Bullish Market Trends
The hammer is a one-candle pattern with a little or no top shadow. On the contrary, it has a really long bottom shadow. A hammer is generally formed after the price recovers from a decline. In this case, the closing price is at the top quarter of the entire range.
This usually happens when sellers intentionally decrease the price after the market opens. But because of the high buying momentum, the price reaches new highs. In this case, the closing price far exceeds the opening price. This type of green hammer indicates a bullish market.
2. Bullish Engulfing Pattern
In the bullish engulfing pattern, you will find two candles next to one another. The first candle is red, which is bearish, while the other is green, bullish. The first candle indicates that the seller is in control; however, the bullish candle is far greater in length than the bearish candle. This means that the bull market overcame the bear market.
3. Morning Star
In the morning star, you will find three candles. The first one is red, a bearish candle. The second one has a tiny range, while the third candle is green, a bullish candle. The red candle shows that sellers are in control, but the second candle displays that both buyers and sellers have made transactions simultaneously, thus canceling each other. The last candle indicates a bullish market because of the overwhelming response of the buyers.
Bearish Market Trends
1. Shooting Star
A shooting star pattern has one bearish candle with a really long top shadow and a small or no bottom shadow. It indicates that buyers took control as the market opened, significantly increasing the price. However, there was an increase in the selling momentum at the market closing. It continued till the market turned into a bearish one. This happened because of the selling pressure.
2. Bearish Engulfing Pattern
It has two candles; the first one is a bullish candle where buyers control the market. But after sellers take over, it turns into a bearish market because the market closes at a considerably lower price when compared to the previous candle’s low price.
3. Evening Star
Similar to the morning star, the evening star has three candles. The first one is a bullish candle indicating buyer control. It means a high closing price.

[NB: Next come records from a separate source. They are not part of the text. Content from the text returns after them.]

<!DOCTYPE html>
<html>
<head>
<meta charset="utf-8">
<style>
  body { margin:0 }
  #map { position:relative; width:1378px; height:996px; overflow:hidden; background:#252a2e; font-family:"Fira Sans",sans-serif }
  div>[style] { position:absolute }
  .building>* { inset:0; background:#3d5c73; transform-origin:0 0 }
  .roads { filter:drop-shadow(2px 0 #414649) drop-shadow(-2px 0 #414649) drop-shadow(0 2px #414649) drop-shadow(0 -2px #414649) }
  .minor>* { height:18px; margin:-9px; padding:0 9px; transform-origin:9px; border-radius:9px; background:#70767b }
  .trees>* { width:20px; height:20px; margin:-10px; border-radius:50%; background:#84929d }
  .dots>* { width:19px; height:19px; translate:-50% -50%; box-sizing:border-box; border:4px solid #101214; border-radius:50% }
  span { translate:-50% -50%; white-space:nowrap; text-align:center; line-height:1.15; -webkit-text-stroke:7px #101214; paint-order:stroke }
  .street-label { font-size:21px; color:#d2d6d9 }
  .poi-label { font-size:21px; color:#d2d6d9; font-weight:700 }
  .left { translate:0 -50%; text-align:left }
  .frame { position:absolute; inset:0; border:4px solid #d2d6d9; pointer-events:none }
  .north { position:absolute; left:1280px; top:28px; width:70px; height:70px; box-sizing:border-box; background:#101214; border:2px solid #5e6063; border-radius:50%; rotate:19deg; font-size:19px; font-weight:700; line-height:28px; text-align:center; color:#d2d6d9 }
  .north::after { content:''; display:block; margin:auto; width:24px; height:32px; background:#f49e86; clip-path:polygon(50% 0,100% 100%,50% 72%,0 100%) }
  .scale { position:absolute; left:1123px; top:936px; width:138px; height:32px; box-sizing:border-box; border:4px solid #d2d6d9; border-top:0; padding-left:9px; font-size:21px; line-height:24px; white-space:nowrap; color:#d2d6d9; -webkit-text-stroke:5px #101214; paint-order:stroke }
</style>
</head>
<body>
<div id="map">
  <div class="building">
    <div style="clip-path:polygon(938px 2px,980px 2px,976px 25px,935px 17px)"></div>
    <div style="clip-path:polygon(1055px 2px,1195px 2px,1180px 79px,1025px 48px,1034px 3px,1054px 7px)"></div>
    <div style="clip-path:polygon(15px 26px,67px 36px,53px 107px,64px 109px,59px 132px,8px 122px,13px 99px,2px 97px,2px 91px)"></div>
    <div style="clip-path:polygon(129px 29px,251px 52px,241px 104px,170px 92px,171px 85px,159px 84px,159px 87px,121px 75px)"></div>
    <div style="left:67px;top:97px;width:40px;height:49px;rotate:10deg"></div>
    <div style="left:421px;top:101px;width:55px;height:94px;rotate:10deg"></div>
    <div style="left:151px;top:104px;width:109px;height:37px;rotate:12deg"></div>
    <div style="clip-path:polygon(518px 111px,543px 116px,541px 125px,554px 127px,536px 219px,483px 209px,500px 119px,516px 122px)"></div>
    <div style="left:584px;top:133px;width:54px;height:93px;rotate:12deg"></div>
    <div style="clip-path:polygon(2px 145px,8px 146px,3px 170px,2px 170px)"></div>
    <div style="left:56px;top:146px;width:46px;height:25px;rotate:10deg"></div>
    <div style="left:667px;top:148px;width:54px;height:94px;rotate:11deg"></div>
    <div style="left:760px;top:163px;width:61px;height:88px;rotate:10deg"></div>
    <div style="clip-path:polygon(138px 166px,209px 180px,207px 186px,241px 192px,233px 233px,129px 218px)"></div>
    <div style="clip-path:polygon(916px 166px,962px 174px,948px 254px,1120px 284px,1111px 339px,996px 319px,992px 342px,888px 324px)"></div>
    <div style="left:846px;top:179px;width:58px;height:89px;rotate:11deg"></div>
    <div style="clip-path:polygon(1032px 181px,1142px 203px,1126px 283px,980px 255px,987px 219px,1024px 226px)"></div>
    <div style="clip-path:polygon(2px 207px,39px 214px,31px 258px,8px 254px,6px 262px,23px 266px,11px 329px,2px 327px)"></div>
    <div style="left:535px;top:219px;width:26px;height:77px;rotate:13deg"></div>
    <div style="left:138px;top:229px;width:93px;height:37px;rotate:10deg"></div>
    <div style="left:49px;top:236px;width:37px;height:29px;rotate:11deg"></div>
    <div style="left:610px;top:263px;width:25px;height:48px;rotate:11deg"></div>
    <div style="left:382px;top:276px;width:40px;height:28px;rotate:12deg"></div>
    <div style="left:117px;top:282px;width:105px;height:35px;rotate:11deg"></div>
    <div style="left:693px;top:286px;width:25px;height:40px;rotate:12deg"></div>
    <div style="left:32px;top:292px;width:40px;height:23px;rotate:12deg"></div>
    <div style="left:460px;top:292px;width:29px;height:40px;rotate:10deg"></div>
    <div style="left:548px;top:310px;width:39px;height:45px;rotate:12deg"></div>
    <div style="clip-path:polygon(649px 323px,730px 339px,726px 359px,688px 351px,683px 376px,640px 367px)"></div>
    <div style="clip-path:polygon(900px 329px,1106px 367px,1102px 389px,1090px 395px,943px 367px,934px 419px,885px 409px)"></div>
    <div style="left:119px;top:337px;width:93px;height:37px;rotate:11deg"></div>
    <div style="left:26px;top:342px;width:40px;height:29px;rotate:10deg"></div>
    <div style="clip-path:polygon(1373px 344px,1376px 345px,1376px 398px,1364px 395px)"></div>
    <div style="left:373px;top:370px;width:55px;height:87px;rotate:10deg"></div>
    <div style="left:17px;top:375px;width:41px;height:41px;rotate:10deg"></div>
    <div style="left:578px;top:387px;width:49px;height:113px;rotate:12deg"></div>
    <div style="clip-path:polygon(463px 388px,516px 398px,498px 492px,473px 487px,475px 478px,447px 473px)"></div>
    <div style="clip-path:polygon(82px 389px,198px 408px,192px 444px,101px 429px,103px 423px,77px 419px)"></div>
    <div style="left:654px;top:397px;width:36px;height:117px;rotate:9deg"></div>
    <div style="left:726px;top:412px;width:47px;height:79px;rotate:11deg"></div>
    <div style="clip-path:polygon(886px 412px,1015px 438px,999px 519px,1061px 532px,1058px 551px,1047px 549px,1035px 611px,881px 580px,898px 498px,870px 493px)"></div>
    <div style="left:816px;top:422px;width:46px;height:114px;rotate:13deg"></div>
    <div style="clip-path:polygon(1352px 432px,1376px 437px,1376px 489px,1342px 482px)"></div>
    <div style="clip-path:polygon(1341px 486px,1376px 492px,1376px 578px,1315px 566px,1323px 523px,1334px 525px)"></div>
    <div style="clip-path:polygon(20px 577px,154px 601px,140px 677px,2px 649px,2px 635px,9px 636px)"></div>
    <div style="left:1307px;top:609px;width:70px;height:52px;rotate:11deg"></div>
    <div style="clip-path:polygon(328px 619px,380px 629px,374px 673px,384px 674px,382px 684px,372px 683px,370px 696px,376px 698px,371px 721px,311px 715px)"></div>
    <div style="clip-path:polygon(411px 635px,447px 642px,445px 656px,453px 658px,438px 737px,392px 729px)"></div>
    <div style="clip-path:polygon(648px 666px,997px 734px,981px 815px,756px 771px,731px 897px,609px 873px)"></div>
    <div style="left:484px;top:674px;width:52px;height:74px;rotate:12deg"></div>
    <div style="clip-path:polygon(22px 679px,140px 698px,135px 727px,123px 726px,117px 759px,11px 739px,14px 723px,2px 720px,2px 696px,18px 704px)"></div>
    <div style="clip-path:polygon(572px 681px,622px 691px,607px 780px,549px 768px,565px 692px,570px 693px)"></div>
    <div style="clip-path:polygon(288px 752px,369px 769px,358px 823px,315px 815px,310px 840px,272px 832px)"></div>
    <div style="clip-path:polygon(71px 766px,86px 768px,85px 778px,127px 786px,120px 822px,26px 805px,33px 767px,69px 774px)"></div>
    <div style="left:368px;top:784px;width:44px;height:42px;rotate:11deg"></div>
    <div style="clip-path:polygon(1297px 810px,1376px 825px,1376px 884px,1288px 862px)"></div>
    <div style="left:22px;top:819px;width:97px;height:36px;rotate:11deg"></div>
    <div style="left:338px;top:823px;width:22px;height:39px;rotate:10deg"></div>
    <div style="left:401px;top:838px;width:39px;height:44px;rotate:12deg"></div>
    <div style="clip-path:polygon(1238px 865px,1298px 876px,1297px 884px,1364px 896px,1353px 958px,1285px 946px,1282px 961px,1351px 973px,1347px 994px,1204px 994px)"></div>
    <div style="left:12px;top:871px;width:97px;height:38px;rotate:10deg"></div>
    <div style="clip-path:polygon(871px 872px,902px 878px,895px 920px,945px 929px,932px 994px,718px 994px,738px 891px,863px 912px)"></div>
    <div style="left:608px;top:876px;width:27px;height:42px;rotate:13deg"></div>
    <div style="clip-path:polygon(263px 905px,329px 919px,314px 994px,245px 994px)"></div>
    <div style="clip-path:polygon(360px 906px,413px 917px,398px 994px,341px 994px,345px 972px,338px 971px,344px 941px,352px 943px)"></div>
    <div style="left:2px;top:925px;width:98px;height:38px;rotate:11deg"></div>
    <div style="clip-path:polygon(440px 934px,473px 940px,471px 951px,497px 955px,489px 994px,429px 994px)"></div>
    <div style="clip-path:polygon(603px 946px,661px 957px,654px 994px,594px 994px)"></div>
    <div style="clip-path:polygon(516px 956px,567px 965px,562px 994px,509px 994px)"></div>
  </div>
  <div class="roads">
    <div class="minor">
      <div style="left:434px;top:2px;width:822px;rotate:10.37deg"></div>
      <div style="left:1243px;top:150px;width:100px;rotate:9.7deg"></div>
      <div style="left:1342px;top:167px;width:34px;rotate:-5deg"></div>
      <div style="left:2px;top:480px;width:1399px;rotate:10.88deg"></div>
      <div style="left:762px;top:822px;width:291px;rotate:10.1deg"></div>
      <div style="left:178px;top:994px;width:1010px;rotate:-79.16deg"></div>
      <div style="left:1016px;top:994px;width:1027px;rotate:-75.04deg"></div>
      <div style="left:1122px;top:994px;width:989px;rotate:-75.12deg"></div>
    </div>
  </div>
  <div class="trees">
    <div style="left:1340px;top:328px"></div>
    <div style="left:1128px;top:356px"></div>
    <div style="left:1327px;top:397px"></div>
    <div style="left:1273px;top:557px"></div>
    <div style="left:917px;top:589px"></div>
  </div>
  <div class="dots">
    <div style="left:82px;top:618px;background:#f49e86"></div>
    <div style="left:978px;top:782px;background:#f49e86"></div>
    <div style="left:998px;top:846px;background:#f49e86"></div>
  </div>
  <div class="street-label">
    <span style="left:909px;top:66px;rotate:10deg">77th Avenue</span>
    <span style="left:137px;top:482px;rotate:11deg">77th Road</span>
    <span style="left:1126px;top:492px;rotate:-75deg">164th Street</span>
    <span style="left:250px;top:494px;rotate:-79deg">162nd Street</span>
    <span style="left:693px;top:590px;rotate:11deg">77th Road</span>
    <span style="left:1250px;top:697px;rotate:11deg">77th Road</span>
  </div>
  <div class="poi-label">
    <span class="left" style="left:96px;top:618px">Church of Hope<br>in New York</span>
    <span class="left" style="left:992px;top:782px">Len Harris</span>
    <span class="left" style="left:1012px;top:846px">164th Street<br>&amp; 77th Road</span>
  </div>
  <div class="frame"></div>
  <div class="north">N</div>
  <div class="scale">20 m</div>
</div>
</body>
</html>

The second candle has a small range, showing the competition between bulls and bears. The third candle is a bearish one, indicating seller control over the market.
As a beginner, you must grasp the basics of how to read candlestick cryptocurrency charts for crypto trading. It will help you in making informed decisions. You can choose charts that cap information over different periods based on your preference and trading style.
You can learn to use different price indicators to get more insight as you progress. This is something that you learn with practice. But make sure to incorporate the Dow Theory every time you analyze crypto charts. It will help predict price fluctuations, and you will be able to identify market reversals when they occur. Knowing when a bullish or bearish market is about to start is very important in crypto trading.